Pakistan Floods: Desperation and Dignity


Issued by Gift of the Givers 23 August 2010


PAKISTAN FLOODS: DESPERATION AND DIGNITY
Greetings of Peace



Dear Recipients

What an experience! Neither words nor pictures can adequately capture the human emotion of the unfolding flood drama in Pakistan. Its Sunday, 22 August, 5:30pm Pakistani time; we enter the camp of Razakabad, one hour’s drive from Karachi. A sea of humanity greets us; 10 000 people camped: in a tent city in an open ground, in the college across the road and many shelterless, exposed to the environment, their only possession, the mat they are sitting on.

As dusk appears, trucks whizz in an ever increasing flow of new refugees, 170km away from their villages. They have been in a state of continuous displacement as the Indus River captures km upon km of inhabitable land. This is now their new home. In this atmosphere of uncertainty, pain, squalor and human suffering, it is impossible to miss the astounding human quality that permeates, that penetrates your heart and captures your soul: it is the Quite Dignity and Patience of a Docile people, who readily accept that this is faith, “it is written”, it’s what we call Taqdeer, Kismet or Destiny. No Lamentation, no wailing, only an unbelievable faith that the Almighty will Prevail, and as we go tent to tent, handing our the freshly prepared biryani and bottled water men and women raise their eyes heavenward, their soul connects with yours and then the quite utterance that we have nothing to thank you with but our prayer.

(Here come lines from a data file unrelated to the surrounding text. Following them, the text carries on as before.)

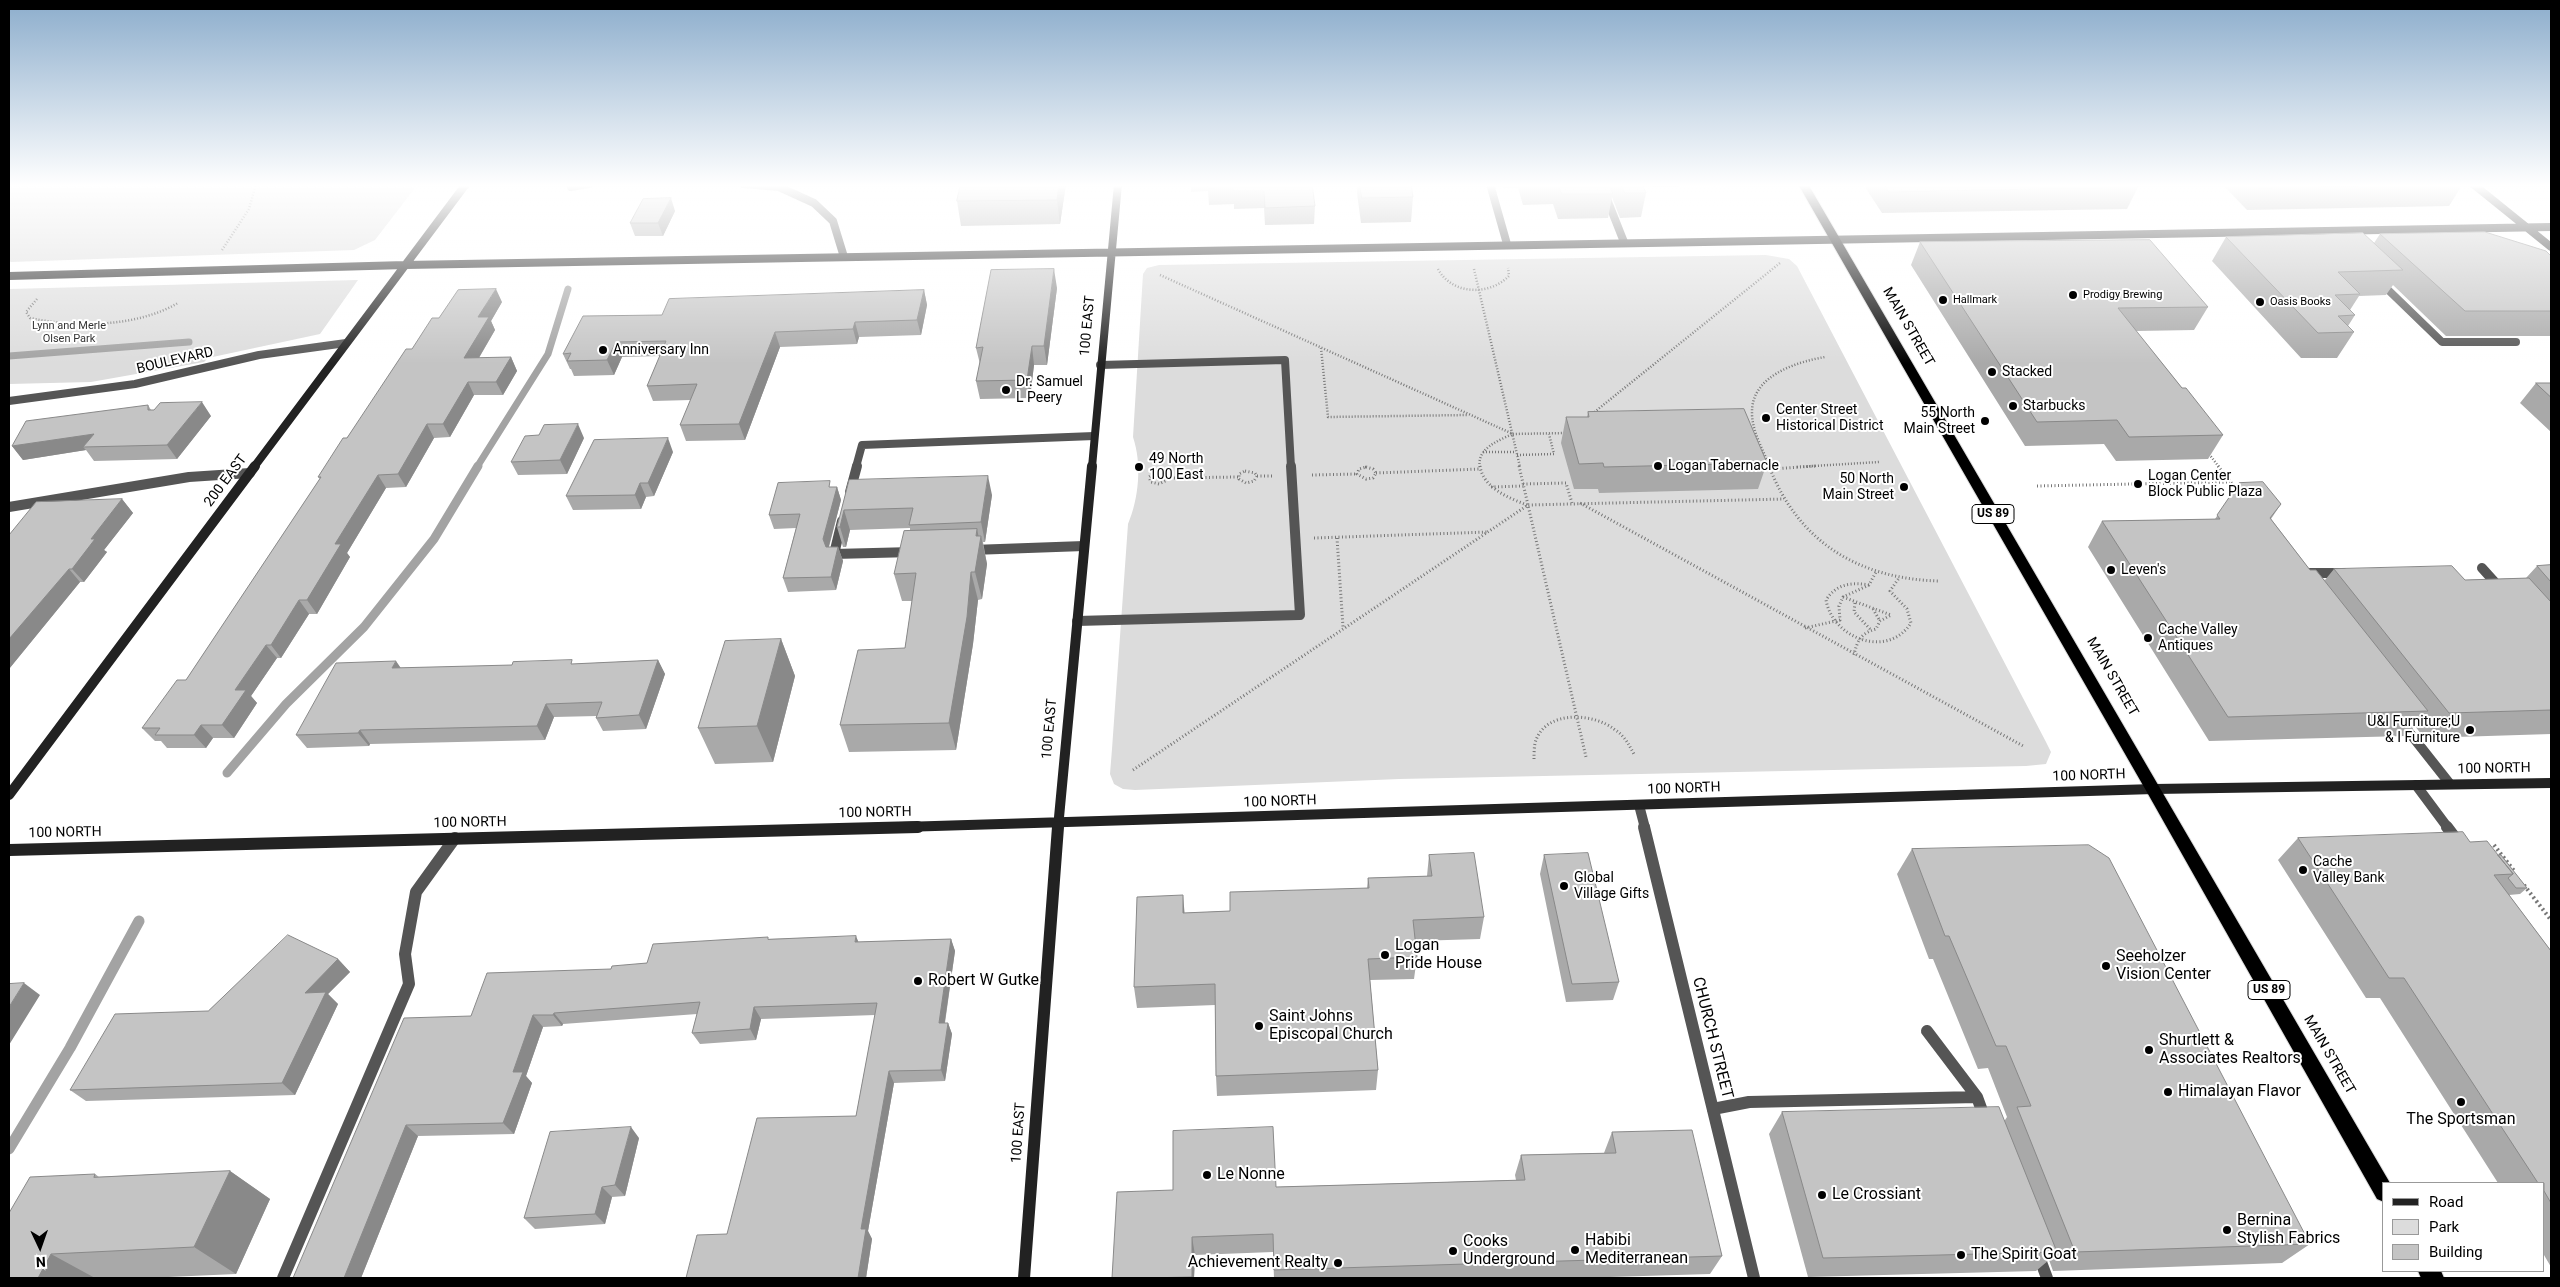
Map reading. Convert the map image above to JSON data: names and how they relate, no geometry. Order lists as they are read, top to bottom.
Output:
{
  "streets": {
    "highway": ["MAIN STREET", "US 89"],
    "street": [
      "100 EAST",
      "BOULEVARD",
      "200 EAST",
      "100 NORTH",
      "CHURCH STREET"
    ]
  },
  "crossings": [
    ["100 EAST", "100 NORTH"],
    ["MAIN STREET", "100 NORTH"],
    ["BOULEVARD", "200 EAST"],
    ["100 NORTH", "CHURCH STREET"]
  ],
  "parks": ["Lynn and Merle Olsen Park"],
  "places": [
    "Prodigy Brewing",
    "Hallmark",
    "Oasis Books",
    "Anniversary Inn",
    "Stacked",
    "Dr. Samuel L Peery",
    "Starbucks",
    "Center Street Historical District",
    "55 North Main Street",
    "Logan Tabernacle",
    "49 North 100 East",
    "Logan Center Block Public Plaza",
    "50 North Main Street",
    "Leven's",
    "Cache Valley Antiques",
    "U&I Furniture;U & I Furniture",
    "Cache Valley Bank",
    "Global Village Gifts",
    "Logan Pride House",
    "Seeholzer Vision Center",
    "Robert W Gutke",
    "Saint Johns Episcopal Church",
    "Shurtlett & Associates Realtors",
    "Himalayan Flavor",
    "The Sportsman",
    "Le Nonne",
    "Le Crossiant",
    "Bernina Stylish Fabrics",
    "Habibi Mediterranean",
    "Cooks Underground",
    "The Spirit Goat",
    "Achievement Realty"
  ],
  "legend": ["Road", "Park", "Building"],
  "north": "bottom"
}
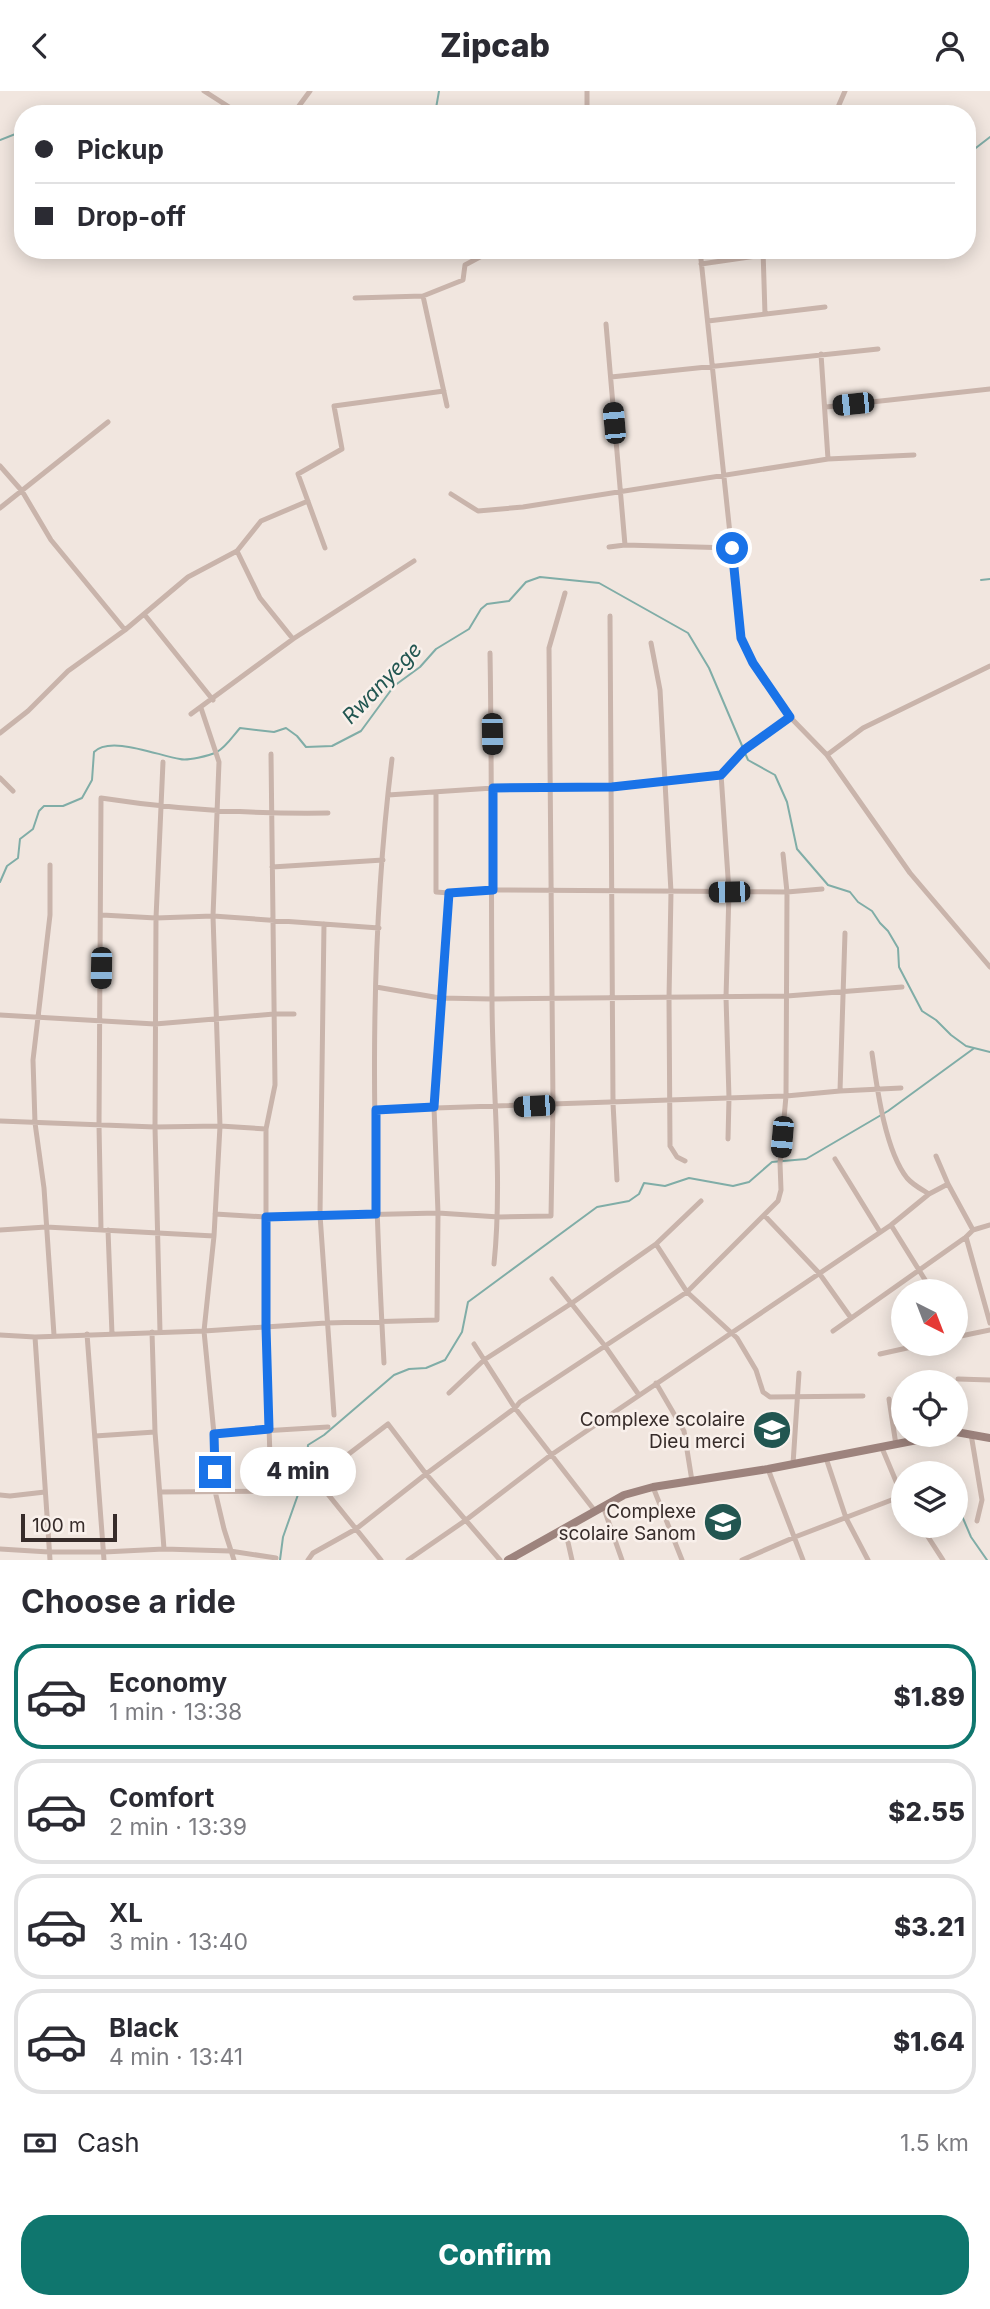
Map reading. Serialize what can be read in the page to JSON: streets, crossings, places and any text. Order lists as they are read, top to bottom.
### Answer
{
  "water": ["Rwanyege"],
  "places": {
    "school or university": ["Complexe scolaire Dieu merci", "Complexe scolaire Sanom"]
  },
  "scale_bar": "100 m",
  "north": "bottom right",
  "page": {
    "header": "Zipcab",
    "banner": ["Pickup", "Drop-off"],
    "bubble": "4 min",
    "scale": "100 m",
    "heading": "Choose a ride",
    "list": [
      {
        "name": "Economy",
        "note": "1 min · 13:38",
        "value": "$1.89"
      },
      {
        "name": "Comfort",
        "note": "2 min · 13:39",
        "value": "$2.55"
      },
      {
        "name": "XL",
        "note": "3 min · 13:40",
        "value": "$3.21"
      },
      {
        "name": "Black",
        "note": "4 min · 13:41",
        "value": "$1.64"
      }
    ],
    "pay": ["Cash", "1.5 km"],
    "buttons": "Confirm"
  }
}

When the trucks arrived only teenagers and little children ran behind them. The desperation was palpable; in many instances children would cry, “please give us water…water…water…”. As you approached the tents, women would recede in the background, modest, hungry and dignified. No adult will stretch out an arm, will not even ask and only when you stretch your arm out and put the food into their chest, then they reciprocate; and you FEEL it; the eyes, the lips and the facial expression says it all. We send the women member of our team to converse with the women in the camp, in a very discreet manner as to what their needs are. The list is modest; baby milk is topmost as is the desire to be independent, to cook for themselves. Your own observation tells you that the need is far greater; malnourished adults, emaciated children, naked babies and empty tents. These people need alot and so the bargaining commenced.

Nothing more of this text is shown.